I don't know if I'm comfortable with the concepts "past", "present", and "future" being defined in terms of one another. It seems to me that these are correlative terms, and thus defining them in this way is circular (sort of like how "cause" and "effect" shouldn't be defined in terms of each other).

Of course, those definitions are still better than this:

First off, you can start with the basics - the smallest particles we know (quarks for now) hold an energy which interacts with their neighbours and the result is a 'direction' - forward, back, etc are irrelevant at this point - but the 'building and combining' en masse into that direction is what we'd call 'forward'. Many think that there are existences (or base element reactionary energy combinations) which force their 'forward' into a direction lateral, opposite, etc direction to ours, and that the possibilities are infinite... but in 'our direction' things combine and react in tandem to create the world we see around us.

Now for us, the 'future' is our interpretation of the outcome of the above, or in other words our prediction, as beings capable of abstract thus projectionary thought, of what that 'building' will be. You can apply this to the smallest and simplest particles (hydrogen mixing with oxygen, eg), or things as massive and complicated as the possible outcome of the interaction of two peoples forced into sharing the same land. Both involve defining what is now and combining them in one's head, almost as a physical (practical) experiment, to see what the outcome will be. The future of 2 and 2, if they are combined, will be 4. Most thinkers believe that we as humans are almost alone in having 'future' as a concept. Future is a leap above the animal 'action-reaction', 'future' is 'what if', future is thought.

Granted, the above is no doubt not intended to be a definition. But even so, most of this is irrelevant (at best).
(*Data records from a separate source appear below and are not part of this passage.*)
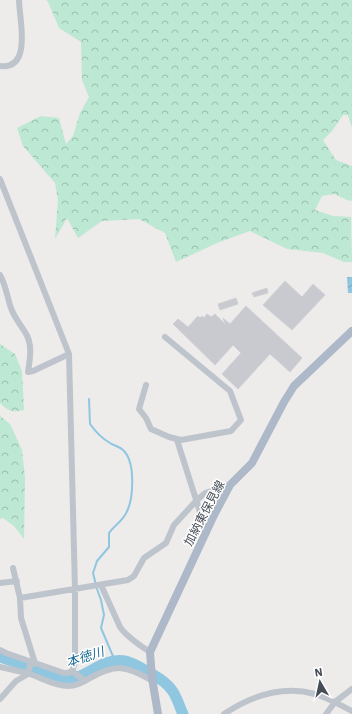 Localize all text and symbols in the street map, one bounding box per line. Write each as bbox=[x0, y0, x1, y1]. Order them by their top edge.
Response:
street label: 加納東保見線 bbox=[180, 478, 228, 548]
water label: 本徳川 bbox=[64, 642, 108, 671]
north arrow bbox=[300, 662, 340, 702]
text: N bbox=[313, 665, 323, 680] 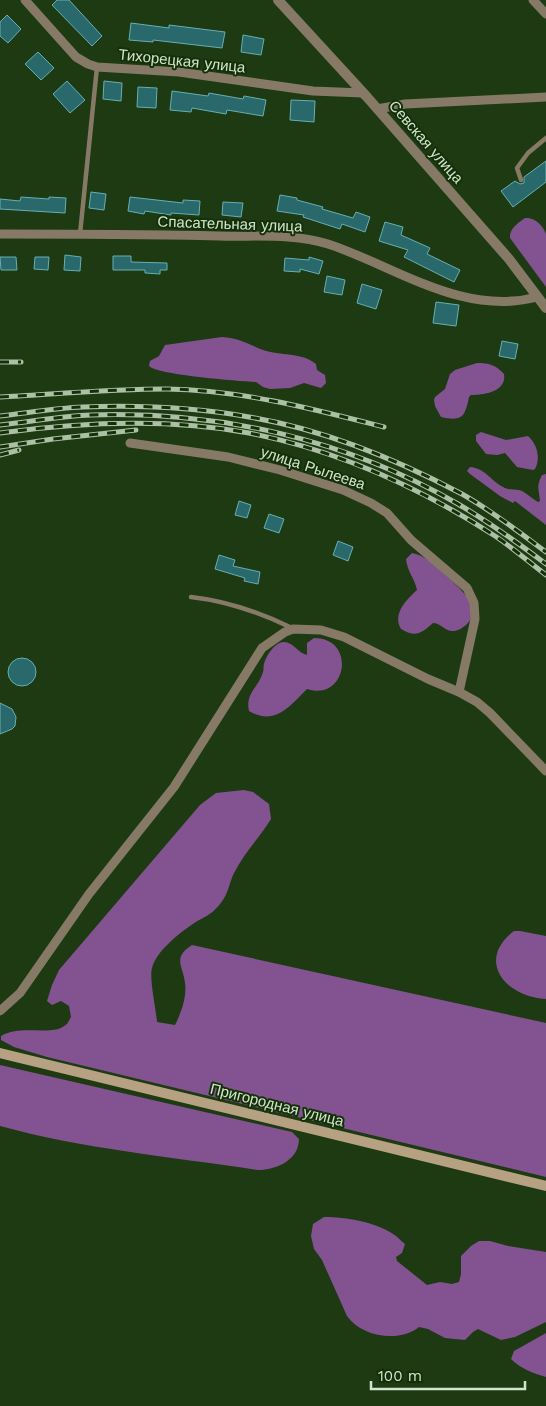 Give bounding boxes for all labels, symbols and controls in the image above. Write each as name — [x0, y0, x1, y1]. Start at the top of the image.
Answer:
street label: Тихорецкая улица — [118, 45, 247, 77]
street label: Севская улица — [385, 97, 467, 188]
street label: Спасательная улица — [157, 212, 303, 236]
street label: улица Рылеева — [259, 443, 368, 494]
street label: Пригородная улица — [208, 1080, 346, 1130]
scale bar — [371, 1358, 525, 1390]
text: 100 m — [378, 1367, 422, 1385]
Whether there are quarks, and what directions they travel, and such questions are worse than pointless for the layman's conception of time or the future. Then bringing in philosophically dubious ideas such as "existences (or base element reactionary energy combinations) which force their 'forward' into a direction lateral, opposite, etc direction to ours," and "infinite possibilities" is a big step backward in discussing this issue.
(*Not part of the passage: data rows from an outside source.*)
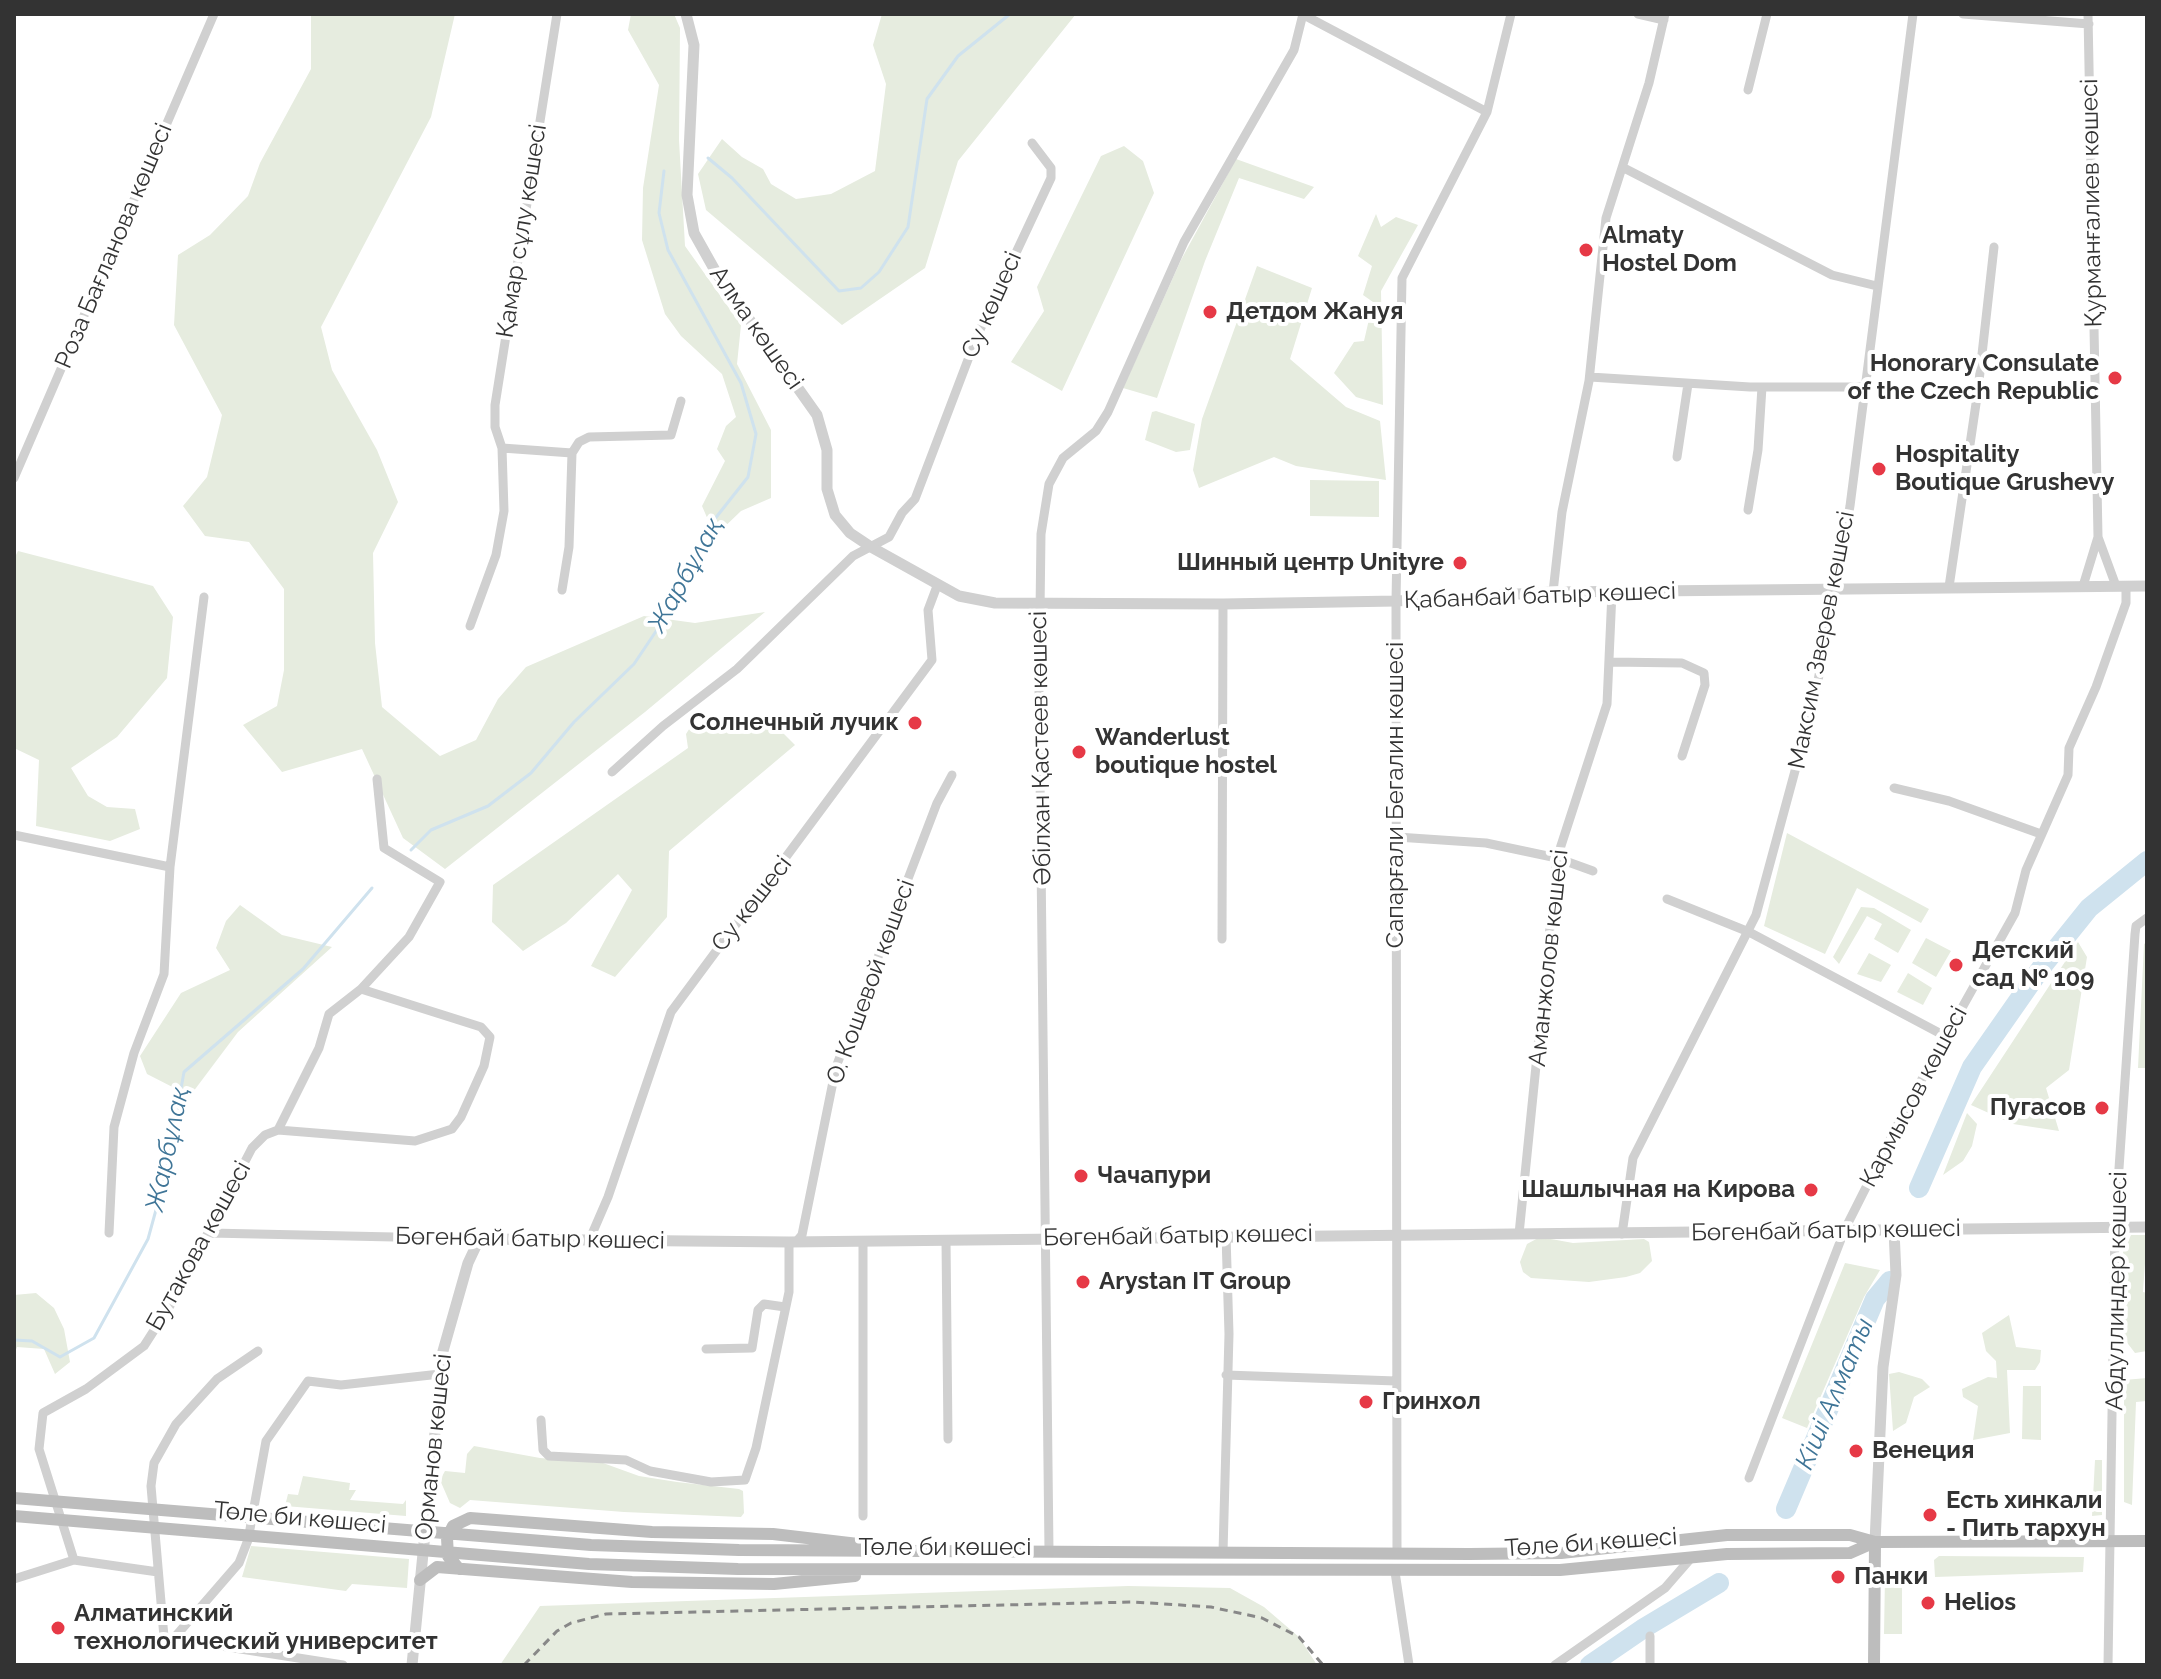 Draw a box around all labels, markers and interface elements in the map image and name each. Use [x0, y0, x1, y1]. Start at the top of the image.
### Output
street label: Қурманғалиев көшесі [2075, 78, 2109, 328]
street label: Роза Бағланова көшесі [49, 119, 179, 373]
street label: Қамар сұлу көшесі [491, 122, 553, 340]
place label: Almaty Hostel Dom [1602, 222, 1737, 278]
marker: Almaty Hostel Dom [1577, 241, 1595, 259]
street label: Су көшесі [956, 247, 1028, 363]
street label: Алма көшесі [703, 261, 809, 395]
place label: Детдом Жануя [1226, 298, 1403, 326]
marker: Детдом Жануя [1201, 303, 1219, 321]
place label: Honorary Consulate of the Czech Republic [1847, 350, 2099, 406]
marker: Honorary Consulate of the Czech Republic [2106, 369, 2124, 387]
place label: Hospitality Boutique Grushevy [1895, 441, 2114, 497]
marker: Hospitality Boutique Grushevy [1870, 460, 1888, 478]
street label: Максим Зверев көшесі [1783, 509, 1861, 771]
water label: Жарбұлақ [642, 512, 730, 638]
place label: Шинный центр Unityre [1177, 549, 1444, 577]
marker: Шинный центр Unityre [1451, 554, 1469, 572]
street label: Қабанбай батыр көшесі [1404, 577, 1676, 615]
street label: Әбілхан Қастеев көшесі [1024, 611, 1058, 885]
street label: Сапарғали Бегалин көшесі [1382, 642, 1410, 948]
place label: Солнечный лучик [690, 709, 899, 737]
marker: Солнечный лучик [906, 714, 924, 732]
place label: Wanderlust boutique hostel [1095, 724, 1277, 780]
marker: Wanderlust boutique hostel [1070, 743, 1088, 761]
street label: Аманжолов көшесі [1523, 848, 1575, 1068]
street label: Су көшесі [706, 850, 798, 958]
street label: О. Кошевой көшесі [821, 876, 921, 1088]
place label: Детский сад № 109 [1972, 937, 2094, 993]
marker: Детский сад № 109 [1947, 956, 1965, 974]
street label: Қармысов көшесі [1854, 1002, 1974, 1192]
water label: Жарбұлақ [140, 1084, 196, 1214]
place label: Пугасов [1990, 1094, 2086, 1122]
marker: Пугасов [2093, 1099, 2111, 1117]
street label: Бутакова көшесі [141, 1156, 257, 1336]
place label: Чачапури [1097, 1162, 1211, 1190]
marker: Чачапури [1072, 1167, 1090, 1185]
street label: Абдуллиндер көшесі [2101, 1171, 2133, 1411]
place label: Шашлычная на Кирова [1521, 1176, 1795, 1204]
marker: Шашлычная на Кирова [1802, 1181, 1820, 1199]
street label: Бөгенбай батыр көшесі [1691, 1214, 1961, 1248]
street label: Бөгенбай батыр көшесі [1043, 1219, 1313, 1253]
street label: Бөгенбай батыр көшесі [395, 1222, 665, 1256]
place label: Arystan IT Group [1099, 1268, 1291, 1296]
marker: Arystan IT Group [1074, 1273, 1092, 1291]
water label: Кіші Алматы [1789, 1314, 1881, 1474]
street label: Орманов көшесі [410, 1352, 458, 1542]
place label: Гринхол [1382, 1388, 1481, 1416]
marker: Гринхол [1357, 1393, 1375, 1411]
place label: Венеция [1872, 1437, 1974, 1465]
marker: Венеция [1847, 1442, 1865, 1460]
place label: Есть хинкали - Пить тархун [1946, 1487, 2106, 1543]
street label: Төле би көшесі [213, 1496, 387, 1540]
marker: Есть хинкали - Пить тархун [1921, 1506, 1939, 1524]
street label: Төле би көшесі [1504, 1523, 1678, 1563]
street label: Төле би көшесі [859, 1534, 1031, 1562]
place label: Панки [1854, 1563, 1928, 1591]
marker: Панки [1829, 1568, 1847, 1586]
place label: Helios [1944, 1589, 2016, 1617]
marker: Helios [1919, 1594, 1937, 1612]
place label: Алматинский технологический университет [74, 1600, 438, 1656]
marker: Алматинский технологический университет [49, 1619, 67, 1637]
Scientific ideas are not necessary for a discussion about the basic concept of time or the future. The concept of time is pre-scientific, and even pre-philosophic, as it was around long before the classical period of ancient Greek culture. Time is a perceptually-evident phenomenon, and bringing the rest of this stuff into the conversation only serves to obscure it.
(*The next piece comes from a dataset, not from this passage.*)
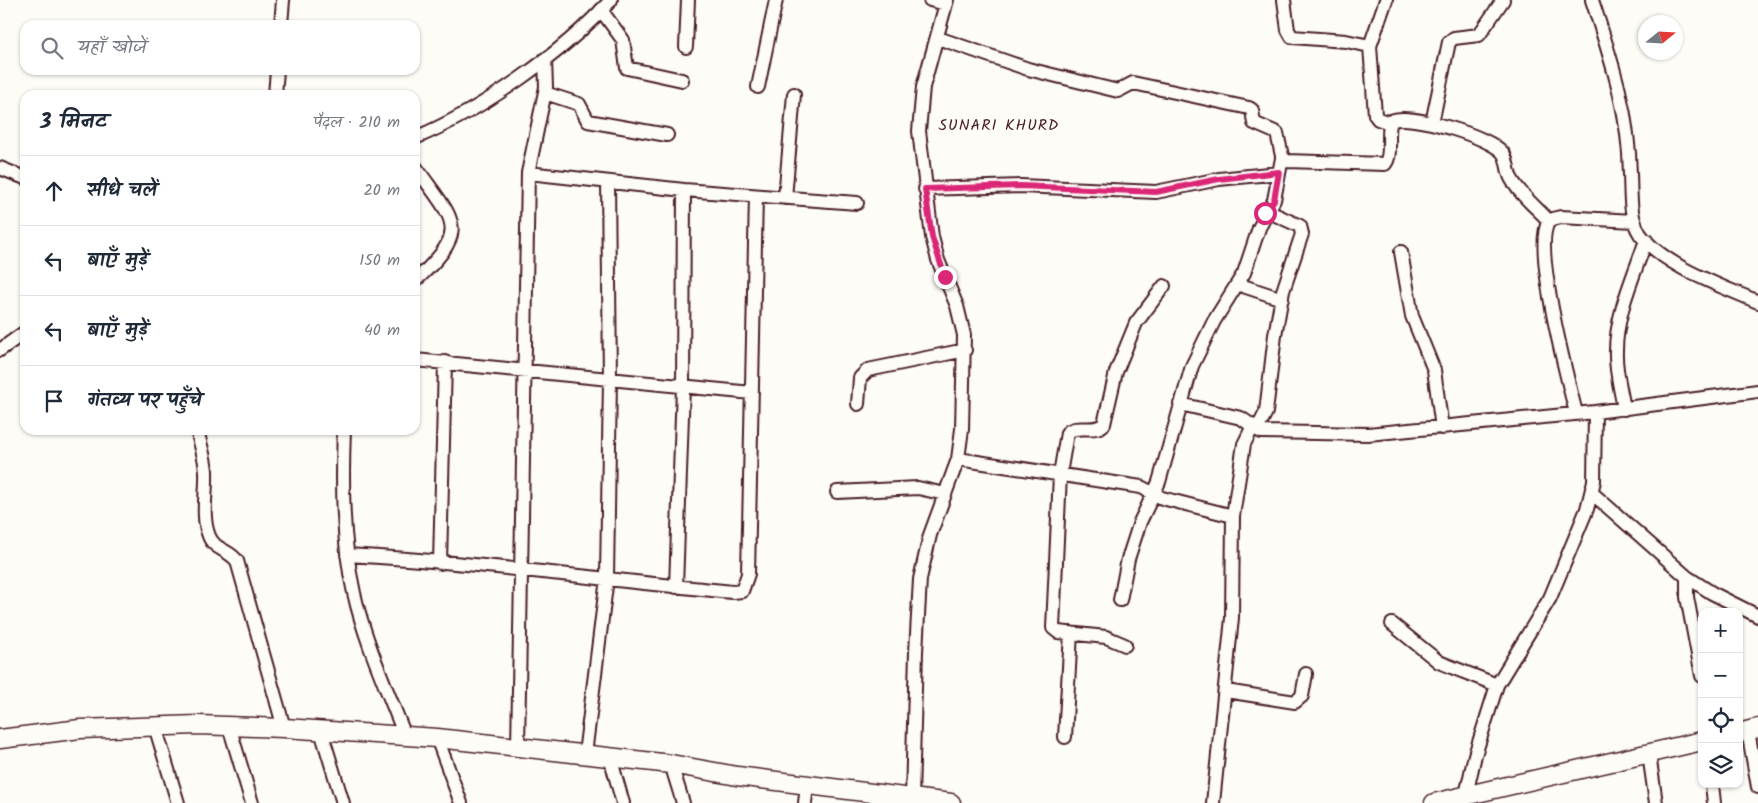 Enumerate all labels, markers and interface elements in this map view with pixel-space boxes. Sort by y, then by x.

I think Matt's proposed definition is the best thing so far in this thread:

"Time is the measurement of (non-simultaneous) action using a single, regularly repeating occurance as the standard."

Although it could probably be improved upon (I'll have to think about it more), this seems to be on the right track, and is pretty good for just coming off the top of his head. I think if one wants to give a non-circular definition of the future, it would help to start with this approach to the concept of time.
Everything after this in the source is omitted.